Universal Thirst Ilai typeface with illustration by Luca Schenardi

The creative explosion of global type

CR explores why ‘non-Latin’ terminology with regards to type is offensive and outdated, and why Arabic, Indic and other world scripts are undergoing a design revolution

For years, ‘non-Latin type’ has referred to any and all fonts that don’t use Latin script – the writing system underpinning many European languages. It’s a hugely unhelpful categorisation that lumps a rich and diverse set of writing systems including Arabic, Chinese, Japanese, Cyrillic, Korean and Indic into one, monolithic classification.

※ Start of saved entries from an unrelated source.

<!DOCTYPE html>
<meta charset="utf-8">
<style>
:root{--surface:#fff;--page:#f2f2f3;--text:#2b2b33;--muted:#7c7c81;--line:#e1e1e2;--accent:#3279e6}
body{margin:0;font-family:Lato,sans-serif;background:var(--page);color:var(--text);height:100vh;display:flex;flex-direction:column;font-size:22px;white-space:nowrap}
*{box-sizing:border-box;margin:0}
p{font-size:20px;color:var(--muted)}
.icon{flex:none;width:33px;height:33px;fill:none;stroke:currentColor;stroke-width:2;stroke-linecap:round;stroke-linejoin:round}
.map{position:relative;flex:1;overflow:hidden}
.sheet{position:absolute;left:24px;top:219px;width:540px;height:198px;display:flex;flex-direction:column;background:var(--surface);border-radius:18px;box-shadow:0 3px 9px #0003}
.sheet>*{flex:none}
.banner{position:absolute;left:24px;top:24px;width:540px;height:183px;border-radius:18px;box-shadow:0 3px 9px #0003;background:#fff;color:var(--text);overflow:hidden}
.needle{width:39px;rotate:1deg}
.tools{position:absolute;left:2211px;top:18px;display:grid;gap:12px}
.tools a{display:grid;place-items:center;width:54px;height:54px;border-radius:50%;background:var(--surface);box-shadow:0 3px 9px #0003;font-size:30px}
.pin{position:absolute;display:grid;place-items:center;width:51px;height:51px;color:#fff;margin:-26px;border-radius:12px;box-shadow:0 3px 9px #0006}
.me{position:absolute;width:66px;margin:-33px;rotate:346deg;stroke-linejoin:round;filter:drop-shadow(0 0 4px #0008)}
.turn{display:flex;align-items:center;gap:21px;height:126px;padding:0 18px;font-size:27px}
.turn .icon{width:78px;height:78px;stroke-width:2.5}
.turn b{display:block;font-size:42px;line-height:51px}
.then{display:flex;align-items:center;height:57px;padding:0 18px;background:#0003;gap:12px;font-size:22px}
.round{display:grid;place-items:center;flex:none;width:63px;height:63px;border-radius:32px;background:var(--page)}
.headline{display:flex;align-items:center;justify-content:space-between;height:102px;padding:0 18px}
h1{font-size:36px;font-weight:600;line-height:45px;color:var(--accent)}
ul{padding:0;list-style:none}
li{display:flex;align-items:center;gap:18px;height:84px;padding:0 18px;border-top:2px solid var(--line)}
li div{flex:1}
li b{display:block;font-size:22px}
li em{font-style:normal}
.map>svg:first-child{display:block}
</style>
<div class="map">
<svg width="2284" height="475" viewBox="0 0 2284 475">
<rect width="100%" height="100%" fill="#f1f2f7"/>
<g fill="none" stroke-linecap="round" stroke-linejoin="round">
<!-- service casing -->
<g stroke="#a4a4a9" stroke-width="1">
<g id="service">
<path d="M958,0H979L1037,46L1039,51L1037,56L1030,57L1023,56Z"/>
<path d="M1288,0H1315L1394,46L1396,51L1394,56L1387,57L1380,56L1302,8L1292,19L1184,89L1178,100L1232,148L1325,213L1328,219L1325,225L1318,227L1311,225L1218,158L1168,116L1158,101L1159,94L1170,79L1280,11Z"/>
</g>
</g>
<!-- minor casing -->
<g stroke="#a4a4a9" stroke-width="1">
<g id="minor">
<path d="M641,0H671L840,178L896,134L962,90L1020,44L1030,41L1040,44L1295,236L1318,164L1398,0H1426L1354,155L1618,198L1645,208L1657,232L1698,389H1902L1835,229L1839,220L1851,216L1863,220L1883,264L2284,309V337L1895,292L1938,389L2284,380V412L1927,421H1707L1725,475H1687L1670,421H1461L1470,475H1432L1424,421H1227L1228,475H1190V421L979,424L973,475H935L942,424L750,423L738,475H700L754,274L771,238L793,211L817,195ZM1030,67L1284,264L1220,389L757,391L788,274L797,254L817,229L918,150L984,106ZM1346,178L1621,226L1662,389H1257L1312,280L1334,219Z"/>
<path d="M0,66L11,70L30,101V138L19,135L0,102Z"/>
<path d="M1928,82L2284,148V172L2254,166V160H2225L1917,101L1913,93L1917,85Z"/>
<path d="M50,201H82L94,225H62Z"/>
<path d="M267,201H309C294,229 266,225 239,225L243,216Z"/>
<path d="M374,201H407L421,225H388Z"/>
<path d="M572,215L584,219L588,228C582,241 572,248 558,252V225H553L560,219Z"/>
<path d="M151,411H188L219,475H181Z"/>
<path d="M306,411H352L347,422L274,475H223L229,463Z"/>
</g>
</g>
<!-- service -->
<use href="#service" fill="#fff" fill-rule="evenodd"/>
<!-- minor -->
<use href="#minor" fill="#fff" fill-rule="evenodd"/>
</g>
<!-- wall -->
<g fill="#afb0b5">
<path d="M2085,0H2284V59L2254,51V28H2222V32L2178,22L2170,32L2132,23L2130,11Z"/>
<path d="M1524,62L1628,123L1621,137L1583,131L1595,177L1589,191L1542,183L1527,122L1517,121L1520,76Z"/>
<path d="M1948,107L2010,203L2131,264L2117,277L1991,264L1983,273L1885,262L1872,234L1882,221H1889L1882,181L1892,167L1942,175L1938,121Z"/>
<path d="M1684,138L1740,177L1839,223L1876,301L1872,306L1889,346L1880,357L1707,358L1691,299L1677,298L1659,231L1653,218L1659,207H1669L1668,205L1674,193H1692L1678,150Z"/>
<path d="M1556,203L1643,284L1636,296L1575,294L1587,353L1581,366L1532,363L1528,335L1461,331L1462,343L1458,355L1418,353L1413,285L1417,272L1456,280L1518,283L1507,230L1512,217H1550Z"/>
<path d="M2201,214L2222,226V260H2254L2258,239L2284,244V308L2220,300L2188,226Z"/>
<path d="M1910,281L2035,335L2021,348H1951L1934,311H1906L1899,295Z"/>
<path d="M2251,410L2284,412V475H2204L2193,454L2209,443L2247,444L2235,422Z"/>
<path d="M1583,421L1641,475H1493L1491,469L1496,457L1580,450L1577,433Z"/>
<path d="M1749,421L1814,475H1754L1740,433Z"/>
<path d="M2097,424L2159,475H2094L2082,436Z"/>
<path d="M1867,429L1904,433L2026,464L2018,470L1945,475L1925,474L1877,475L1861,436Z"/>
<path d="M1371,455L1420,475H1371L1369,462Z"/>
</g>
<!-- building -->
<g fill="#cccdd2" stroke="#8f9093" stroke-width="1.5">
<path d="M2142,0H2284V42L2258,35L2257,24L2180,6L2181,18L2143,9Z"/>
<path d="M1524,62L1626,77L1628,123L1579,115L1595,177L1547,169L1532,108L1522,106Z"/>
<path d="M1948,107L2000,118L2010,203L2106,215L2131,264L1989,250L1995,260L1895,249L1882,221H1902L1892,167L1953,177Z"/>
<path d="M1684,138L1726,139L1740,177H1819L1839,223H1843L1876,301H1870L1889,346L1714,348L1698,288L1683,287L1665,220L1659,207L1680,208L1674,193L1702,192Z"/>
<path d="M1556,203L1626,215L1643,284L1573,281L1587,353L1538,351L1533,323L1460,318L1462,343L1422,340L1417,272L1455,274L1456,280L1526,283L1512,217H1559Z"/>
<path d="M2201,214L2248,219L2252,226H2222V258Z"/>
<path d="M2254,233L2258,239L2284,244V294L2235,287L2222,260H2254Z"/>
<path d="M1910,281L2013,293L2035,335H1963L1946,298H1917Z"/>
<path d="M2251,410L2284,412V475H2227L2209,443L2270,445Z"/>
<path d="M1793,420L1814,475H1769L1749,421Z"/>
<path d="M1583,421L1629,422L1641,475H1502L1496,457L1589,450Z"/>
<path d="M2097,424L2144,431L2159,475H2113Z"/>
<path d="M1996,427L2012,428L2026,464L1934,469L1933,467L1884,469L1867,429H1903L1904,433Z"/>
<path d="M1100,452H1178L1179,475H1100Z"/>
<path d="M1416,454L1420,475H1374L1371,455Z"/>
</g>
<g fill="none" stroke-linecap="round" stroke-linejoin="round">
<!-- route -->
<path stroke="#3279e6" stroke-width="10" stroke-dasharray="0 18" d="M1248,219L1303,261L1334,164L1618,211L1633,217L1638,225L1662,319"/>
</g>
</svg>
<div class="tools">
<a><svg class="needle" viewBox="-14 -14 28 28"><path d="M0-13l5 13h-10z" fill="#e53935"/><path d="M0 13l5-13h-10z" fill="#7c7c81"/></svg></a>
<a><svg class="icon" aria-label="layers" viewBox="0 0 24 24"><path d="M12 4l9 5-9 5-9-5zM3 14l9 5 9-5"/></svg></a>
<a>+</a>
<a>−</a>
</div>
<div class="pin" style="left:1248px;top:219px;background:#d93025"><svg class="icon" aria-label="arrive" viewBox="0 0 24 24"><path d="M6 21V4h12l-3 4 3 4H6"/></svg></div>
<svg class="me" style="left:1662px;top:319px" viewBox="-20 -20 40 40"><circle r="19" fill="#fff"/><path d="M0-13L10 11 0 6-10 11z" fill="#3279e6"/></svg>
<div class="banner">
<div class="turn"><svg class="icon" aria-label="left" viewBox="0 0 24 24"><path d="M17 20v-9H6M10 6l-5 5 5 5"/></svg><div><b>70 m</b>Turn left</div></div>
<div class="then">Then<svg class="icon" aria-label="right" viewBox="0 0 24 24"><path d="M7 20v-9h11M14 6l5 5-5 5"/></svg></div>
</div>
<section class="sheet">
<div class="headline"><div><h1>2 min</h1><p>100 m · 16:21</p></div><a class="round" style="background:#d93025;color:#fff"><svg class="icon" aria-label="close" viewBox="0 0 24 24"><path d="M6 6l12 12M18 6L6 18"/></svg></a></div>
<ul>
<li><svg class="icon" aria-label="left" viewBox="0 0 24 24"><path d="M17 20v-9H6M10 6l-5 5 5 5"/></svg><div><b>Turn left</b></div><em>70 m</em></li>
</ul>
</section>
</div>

“It encompasses a lot of different scripts which are not Latin-based, and to put them under one name discredits them in a way,” says Salomi Desai, a type designer at Universal Thirst – a foundry specialising in both Indic and Latin typefaces. “They all have very different characteristics and different histories, so if you bunch them together, it doesn’t truly represent where they come from.”

Nadine Chahine, type designer and founder of the ArabicType foundry, agrees that the terminology is problematic. “I think the people who write the books and come up with the terminology are situated in a certain geography and time, and they sometimes cannot escape that boundary,” she tells CR. “But we do not live in those times anymore, which is why we need to challenge ourselves.”